Entertainment

What Wall Street is optimistic about – The Hollywood Reporter

With the costs of the streaming wars on the rise, Wall Street is likely to spend much of the new year debating subscriber trends and what production budget news will mean. How about the stock winners and losers in 2022.

And the impact of the coronavirus pandemic, particularly the omicron variant, on businesses will also be a focus for analysts and investors assessing where to bet in the new year.

Below, The Hollywood Reporter looks at six recent upgrades by entertainment-media analysts and stock options for the coming year.

Tim Nollen, Macquarie
Option: Discover and Disney.
Why:
The analyst upgraded Discovery in November with a $40 share price target, citing “strong growth in Discovery+, an upcoming transformative WarnerMedia merger, and a cheap valuation.” And he noted in a December note: “We believe that next year, Discovery stock will be a bright spot in the media industry based on consistent results and arguments.”
Nollen also likes Disney, though he used the December report to cut his price target from $10 to $185. “Our bullish thesis on Disney stock focuses on strong direct-to-consumer subscriber growth and a cyclical recovery in parks and theaters,” Nollen detailed. “While the macro environment with new COVID variants has fueled a recovery at parks and theatrical businesses, and recent Disney+ subscriber growth has been mild, we are still fundamentally optimistic about the source of goods.” His conclusion: “Disney remains the long-term winner of the streaming wars.”

Tuna Amobi, Research CFRA
Option: Netflix, Disney, Comcast, Network AMC, Lionsgate and Living country.
Why:
“Over the next year, we think some of the potential catalysts for the performance of media and entertainment stocks include the continued reopening of the global economy – depending on whether omicrons are contained or other COVID-19 variants as a potential risk factor, key milestones on continued execution of the global streaming strategy – subscriber/audience growth, international penetration, stream free money and/or profitable trajectory, etc., major M&A announcements or a related wave of activity, including several potential sales candidates and further release of consumer demand for physical Live sports and pent-up out-of-home entertainment. ”

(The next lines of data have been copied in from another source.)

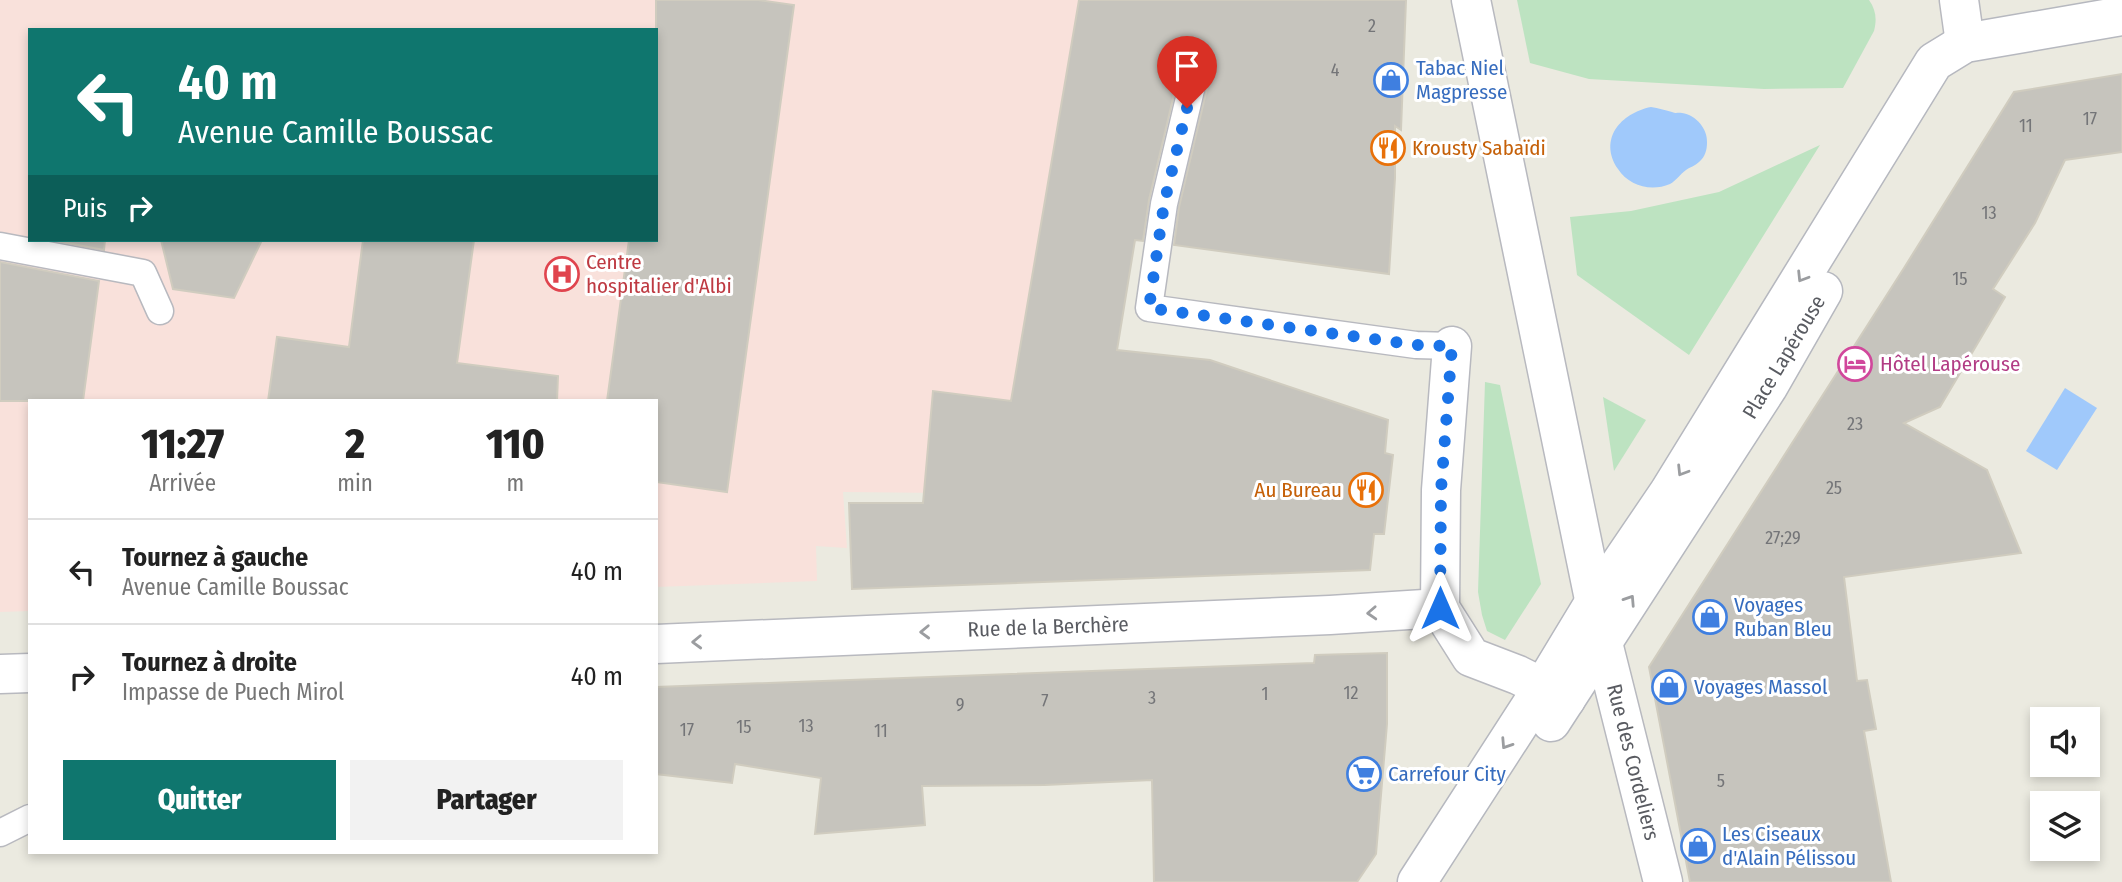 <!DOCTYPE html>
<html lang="fr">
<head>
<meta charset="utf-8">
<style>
	body { margin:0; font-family:"Fira Sans Condensed",sans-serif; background:#f2f2f2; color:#222; height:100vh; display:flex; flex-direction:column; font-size:26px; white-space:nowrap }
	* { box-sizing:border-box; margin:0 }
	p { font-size:23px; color:#767676 }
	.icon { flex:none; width:38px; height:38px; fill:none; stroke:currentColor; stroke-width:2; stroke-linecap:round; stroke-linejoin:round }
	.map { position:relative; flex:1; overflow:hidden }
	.panel { position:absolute; left:28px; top:399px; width:630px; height:455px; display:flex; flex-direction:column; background:#fff; border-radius:0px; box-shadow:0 4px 10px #0003 }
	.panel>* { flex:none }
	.guide { position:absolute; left:28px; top:28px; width:630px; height:214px; border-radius:0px; box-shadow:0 4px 10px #0003; background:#0f766e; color:#fff; overflow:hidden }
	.fabs { position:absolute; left:2030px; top:707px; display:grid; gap:14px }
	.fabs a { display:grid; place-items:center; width:70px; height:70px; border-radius:0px; background:#fff; box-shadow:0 4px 10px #0003; font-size:35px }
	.pin { position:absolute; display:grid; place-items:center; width:60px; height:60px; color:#fff; margin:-72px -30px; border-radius:50% 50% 50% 0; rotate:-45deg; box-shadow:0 0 7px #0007 }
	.pin .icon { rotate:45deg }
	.me { position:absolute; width:77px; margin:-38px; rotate:0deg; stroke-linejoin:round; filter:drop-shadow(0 0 5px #0008) }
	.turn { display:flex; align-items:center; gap:24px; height:147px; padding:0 35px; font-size:32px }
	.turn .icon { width:91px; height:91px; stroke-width:2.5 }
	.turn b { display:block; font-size:49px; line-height:60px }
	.then { display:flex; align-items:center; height:66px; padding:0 35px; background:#0003; gap:14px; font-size:26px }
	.eta { display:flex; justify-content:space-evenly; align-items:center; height:119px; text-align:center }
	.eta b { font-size:42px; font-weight:800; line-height:49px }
	.action { display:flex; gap:14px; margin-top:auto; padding:14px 35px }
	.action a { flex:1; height:80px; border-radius:0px; background:#0f766e; color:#fff; font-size:28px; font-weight:800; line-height:80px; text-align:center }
	.action a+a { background:#f2f2f2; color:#222 }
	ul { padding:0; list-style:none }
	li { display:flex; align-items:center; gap:21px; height:105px; padding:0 35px; border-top:2px solid #e0e0e0 }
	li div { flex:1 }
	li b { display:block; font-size:26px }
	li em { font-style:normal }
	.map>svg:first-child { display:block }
	.medical { fill:#f9e1db; fill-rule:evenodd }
	.green { fill:#bde3c1 }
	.water { fill:#a0c9fb }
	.building { fill:#c6c4bd; stroke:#d0ccbf; stroke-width:2 }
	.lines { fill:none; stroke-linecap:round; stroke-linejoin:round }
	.service-casing { stroke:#b8b9bf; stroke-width:29 }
	.pedestrian-casing { stroke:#b8b9bf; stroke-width:41 }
	.minor-casing { stroke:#b8b9bf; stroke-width:41 }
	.secondary-casing { stroke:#b6b8bf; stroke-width:41 }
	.service { stroke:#fff; stroke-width:26 }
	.pedestrian { stroke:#fff; stroke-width:38 }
	.minor { stroke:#fff; stroke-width:38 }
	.secondary { stroke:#fff; stroke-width:38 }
	.oneway { stroke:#9b9da0 }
	.route { stroke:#1a73e8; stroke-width:12; stroke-dasharray:0 21.6 }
	.labels { text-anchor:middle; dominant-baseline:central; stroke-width:6; stroke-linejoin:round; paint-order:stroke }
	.number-label { font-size:18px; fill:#747578 }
	.shop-label { font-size:21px; fill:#366cbe; stroke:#fff; text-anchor:start }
	.food-label { font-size:21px; fill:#c56008; stroke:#fff; text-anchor:start }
	.health-label { font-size:21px; fill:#be3a42; stroke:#fff; text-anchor:start }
	.street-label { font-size:21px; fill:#595b61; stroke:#fff }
	.hotel-label { font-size:21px; fill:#b23c85; stroke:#fff; text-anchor:start }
</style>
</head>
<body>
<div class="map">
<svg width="2122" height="882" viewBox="0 0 2122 882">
	<rect width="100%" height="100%" fill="#ebeae0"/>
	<path class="medical" d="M0,0h1091l71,51 -70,415 -145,27 -104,-1 4,56 -31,-2 1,35 -161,6v-186h-626v210l-30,1zM30,30h626v210h-626z"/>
	<g class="green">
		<path d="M1517,0h352c7,10 8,19 5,31l-31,57 -79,1 -175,-10 -59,-16z"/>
		<path d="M1820,145l-131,210 -112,-80 -7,-58 61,-6 88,-19z"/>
		<path d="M1485,382l15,3 41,199 -36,56 -18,-9 -5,-16 -4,-23z"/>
		<path d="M1603,397l43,23 -32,51z"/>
	</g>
	<g class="water">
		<path d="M1651,107c8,1 13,3 21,5 5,2 5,0 10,1 14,2 26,16 25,30 0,7 -2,14 -8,19 -4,4 -9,5 -13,8 -6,4 -10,11 -16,14 -19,8 -41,2 -52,-15 -20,-30 3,-56 33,-62z"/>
		<path d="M2065,388l32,20 -40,62 -31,-19z"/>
	</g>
	<g class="building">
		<path d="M656,0h102l36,5 -67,487 -71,-10v-81h-49l22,-161h27z"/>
		<path d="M1079,0h327l-5,130 -6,-4v52l-6,96 -215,-29 5,-38 34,-144v-8l-4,-6 -7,-4h-8l-7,4 -4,7 -34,144 -6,41 -8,-1 -18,110 93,10 178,60 -3,33 8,2 -9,79h-10l-4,36 -518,19 -3,-86h74l10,-112 78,10z"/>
		<path d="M2122,74v78l-57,8 -30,63 -42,66 12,8 -65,110 -36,16 83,47 34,83 -177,24 13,104 10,-1 9,49 -12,2 27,151h-201l-41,-215 255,-399 110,-176z"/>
		<path d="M52,240h53l-1,10z"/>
		<path d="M161,240h101l-28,58 -61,-9z"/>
		<path d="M363,240h111l-17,123 101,13 -1,25h-289l9,-64 72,10z"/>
		<path d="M0,262l99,19 -16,120h-83z"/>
		<path d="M1387,653v71l-11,130 -19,28h-203l-2,-102 -107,5 -123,1 3,39 -110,9 6,-56 -86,-14 -3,19 -76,-9v-87l658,-24 1,-8z"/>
	</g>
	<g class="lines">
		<g class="service-casing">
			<g id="service">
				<path d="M1198,60l-34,144 -15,104 267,37 36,1"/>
				<path d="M0,246l143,27 17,38"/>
				<path d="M0,833l30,-15"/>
			</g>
		</g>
		<g class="pedestrian-casing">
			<path id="pedestrian" d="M1471,0l132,643 60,239"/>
		</g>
		<g class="minor-casing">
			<g id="minor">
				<path d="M1959,0l6,43"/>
				<path d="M1452,346l-11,144 -1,118 31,49 47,18 48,24"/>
				<path d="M656,644l674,-29 110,-7"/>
				<path d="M0,674l30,-1"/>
			</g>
		</g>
		<g class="secondary-casing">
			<g id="secondary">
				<path d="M1551,722l217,-335 55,-96"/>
				<path d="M1417,882l126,-195 52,-86 74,-109 265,-430 31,-19 157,-27"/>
			</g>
		</g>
		<use href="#service" class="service"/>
		<use href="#pedestrian" class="pedestrian"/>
		<use href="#minor" class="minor"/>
		<use href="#secondary" class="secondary"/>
	</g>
	<defs><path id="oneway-chevron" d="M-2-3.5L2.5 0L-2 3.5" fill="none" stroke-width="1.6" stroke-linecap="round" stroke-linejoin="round" transform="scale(1.75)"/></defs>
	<g class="oneway">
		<use href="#oneway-chevron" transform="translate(1802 277) rotate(122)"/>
		<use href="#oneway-chevron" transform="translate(1682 471) rotate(122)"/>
		<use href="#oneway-chevron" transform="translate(1630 600) rotate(-57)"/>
		<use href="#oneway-chevron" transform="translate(1372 613) rotate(177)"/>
		<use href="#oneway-chevron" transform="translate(925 632) rotate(178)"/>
		<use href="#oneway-chevron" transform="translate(697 642) rotate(178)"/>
		<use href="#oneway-chevron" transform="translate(1506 744) rotate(123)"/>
	</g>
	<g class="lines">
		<path class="route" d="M1187,108l-23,96 -15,104 267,37 36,1 -11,144 -1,118"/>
	</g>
	<defs>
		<g id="shop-ring" transform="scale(1.75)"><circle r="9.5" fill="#fff" stroke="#3f7fe0" stroke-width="1.5"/><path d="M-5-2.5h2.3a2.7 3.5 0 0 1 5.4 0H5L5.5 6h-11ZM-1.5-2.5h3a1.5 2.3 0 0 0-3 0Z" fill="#3f7fe0"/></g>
		<g id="restaurant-ring" transform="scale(1.75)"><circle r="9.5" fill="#fff" stroke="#e8710a" stroke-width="1.5"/><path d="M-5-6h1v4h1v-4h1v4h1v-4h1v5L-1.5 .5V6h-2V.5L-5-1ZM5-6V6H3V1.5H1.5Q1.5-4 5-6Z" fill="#e8710a"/></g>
		<g id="hospital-ring" transform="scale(1.75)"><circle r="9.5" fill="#fff" stroke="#e0444e" stroke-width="1.5"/><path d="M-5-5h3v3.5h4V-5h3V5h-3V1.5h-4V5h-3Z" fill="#e0444e"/></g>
		<g id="hotel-ring" transform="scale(1.75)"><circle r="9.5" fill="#fff" stroke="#d1479c" stroke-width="1.5"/><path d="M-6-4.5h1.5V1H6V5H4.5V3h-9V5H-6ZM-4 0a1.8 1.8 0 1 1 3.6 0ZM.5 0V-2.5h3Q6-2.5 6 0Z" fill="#d1479c"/></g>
		<g id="supermarket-ring" transform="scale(1.75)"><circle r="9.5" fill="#fff" stroke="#3f7fe0" stroke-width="1.5"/><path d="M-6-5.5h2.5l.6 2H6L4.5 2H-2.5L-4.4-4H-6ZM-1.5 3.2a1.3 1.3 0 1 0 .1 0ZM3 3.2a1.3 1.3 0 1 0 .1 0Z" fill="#3f7fe0"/></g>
	</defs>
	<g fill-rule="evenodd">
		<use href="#shop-ring" x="1391" y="80"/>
		<use href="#restaurant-ring" x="1388" y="148"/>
		<use href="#hospital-ring" x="562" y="274"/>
		<use href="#hotel-ring" x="1855" y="364"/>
		<use href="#restaurant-ring" x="1366" y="490"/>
		<use href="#shop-ring" x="1710" y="617"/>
		<use href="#shop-ring" x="1669" y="687"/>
		<use href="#supermarket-ring" x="1364" y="774"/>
		<use href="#shop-ring" x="1698" y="846"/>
	</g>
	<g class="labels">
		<g class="number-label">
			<text x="1372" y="26">2</text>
			<text x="1335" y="70">4</text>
			<text x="2090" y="119">17</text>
			<text x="2026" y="126">11</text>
			<text x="1989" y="213">13</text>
			<text x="1960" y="279">15</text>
			<text x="1855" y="424">23</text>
			<text x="1834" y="488">25</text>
			<text x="1783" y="538">27;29</text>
			<text x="1351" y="693">12</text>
			<text x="1265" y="694">1</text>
			<text x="1152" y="698">3</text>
			<text x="1045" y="701">7</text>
			<text x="960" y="705">9</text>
			<text x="806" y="726">13</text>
			<text x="744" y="727">15</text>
			<text x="687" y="730">17</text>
			<text x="881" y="731">11</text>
			<text x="1721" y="781">5</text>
		</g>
		<g class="shop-label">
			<text x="1416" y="68">Tabac Niel<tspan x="1416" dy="24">Magpresse</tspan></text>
			<text x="1734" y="605">Voyages<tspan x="1734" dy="24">Ruban Bleu</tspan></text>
			<text x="1694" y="687">Voyages Massol</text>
			<text x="1388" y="774">Carrefour City</text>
			<text x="1722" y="834">Les Ciseaux<tspan x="1722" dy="24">d'Alain Pélissou</tspan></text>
		</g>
		<g class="food-label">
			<text x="1412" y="148">Krousty Sabaïdi</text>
			<text x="1342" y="490" text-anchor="end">Au Bureau</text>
		</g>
		<g class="health-label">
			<text x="586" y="262">Centre<tspan x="586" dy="24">hospitalier d'Albi</tspan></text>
		</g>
		<g class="street-label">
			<text transform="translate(1784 357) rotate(-59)">Place Lapérouse</text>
			<text transform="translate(1048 627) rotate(-2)">Rue de la Berchère</text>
			<text transform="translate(1633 762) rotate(76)">Rue des Cordeliers</text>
		</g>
		<g class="hotel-label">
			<text x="1880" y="364">Hôtel Lapérouse</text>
		</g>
	</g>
</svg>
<div class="fabs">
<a><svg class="icon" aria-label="sound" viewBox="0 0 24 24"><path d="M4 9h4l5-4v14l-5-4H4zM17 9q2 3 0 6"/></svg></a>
<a><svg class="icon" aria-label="layers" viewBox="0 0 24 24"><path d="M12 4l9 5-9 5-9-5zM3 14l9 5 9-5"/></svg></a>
</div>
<div class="pin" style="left:1187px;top:108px;background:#d93025"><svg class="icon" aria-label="arrive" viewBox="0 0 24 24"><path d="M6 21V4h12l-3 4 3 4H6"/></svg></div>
<svg class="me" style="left:1440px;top:608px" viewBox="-20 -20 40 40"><path d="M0-17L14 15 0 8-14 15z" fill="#1a73e8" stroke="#fff" stroke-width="4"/></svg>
<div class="guide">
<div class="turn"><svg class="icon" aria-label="left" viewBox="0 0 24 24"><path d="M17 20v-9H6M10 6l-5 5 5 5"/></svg><div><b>40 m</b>Avenue Camille Boussac</div></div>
<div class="then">Puis<svg class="icon" aria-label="right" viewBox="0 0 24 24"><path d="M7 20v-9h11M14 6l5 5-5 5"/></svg></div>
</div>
<section class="panel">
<div class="eta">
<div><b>11:27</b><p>Arrivée</p></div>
<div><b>2</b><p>min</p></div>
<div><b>110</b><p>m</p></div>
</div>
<ul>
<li><svg class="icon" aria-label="left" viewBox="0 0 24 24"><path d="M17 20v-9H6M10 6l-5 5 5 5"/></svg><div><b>Tournez à gauche</b><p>Avenue Camille Boussac</p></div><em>40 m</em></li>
<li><svg class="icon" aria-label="right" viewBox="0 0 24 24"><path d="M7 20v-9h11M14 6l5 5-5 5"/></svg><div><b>Tournez à droite</b><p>Impasse de Puech Mirol</p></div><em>40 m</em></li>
</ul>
<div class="action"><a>Quitter</a><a>Partager</a></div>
</section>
</div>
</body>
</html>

Steven Cahall, Wells Fargo
Among his options: Imax
Why: “We are bullish on 2022,” the analyst wrote in a December 16 report. “We think exhibitors’ mindsets have improved despite omicrons, the appetite of consumers. Use for high-end theater continues to be proven, and the content medium is unmatched. We think the Imax box office has grown, as Imax’s domestic box office percentages tend to be higher than historically based on the ‘power vehicles’ of released films. His conclusion: “We think this could be one of the best SME media of 2022 with the next catalyst likely to be a positive correction to the estimates. medium-term on the outlook for installations in Q4 2021 results.”

Michael Pachter, Wedbush Securities
Pick: Zynga
Why:
“Zynga is a lot,” the analyst said for his favorite entertainment stock for 2022. After all, it’s “trading at pre-COVID levels with much higher revenues and profits than they were in early 2020 and “Stocks are trading at bottom multiples with earnings growth, so that should double by 2022.”

Eric Handler, MKM . Partner
Pick: Zynga
Why:
“We have a positive view of the video game industry as we head into 2022 as secular trends remain positive, fundamentals are compelling and valuations are heading towards the bottom of the range. microtransactions,” the analyst explained in a mid-December report. “Zynga is well-established for double-digit booking growth in 2022 driven by new game releases and contributions from developers. recent acquisitions. Additionally, we see a compelling free cash flow story that will build over the next 24 months as the company nears its final M&A-related payout in the first quarter of 2022.”

Benjamin Swinburne, Morgan Stanley
Option: Fox Corp., Efforts, Spotify and current favorite Warner Music Group.
Why: “Growths in streaming, advertising, and live entertainment will drive strong revenue growth across media and entertainment in year 22,” the analyst wrote in last year’s preview. “Our top ideas for next year could navigate rising content costs and translate (revenue growth into earnings growth.” It is estimated that the global audio industry will grow rapidly. rapidly in the coming years, “fueled by streaming and a return to normal, especially live events,” he said, “picking up two audio entertainment winners.” This provides offers an attractive setup for both owners of audio content (Warner Music) and distributors of that content (Spotify), both of which will benefit from the secular growth landscape,” explains Swinburne.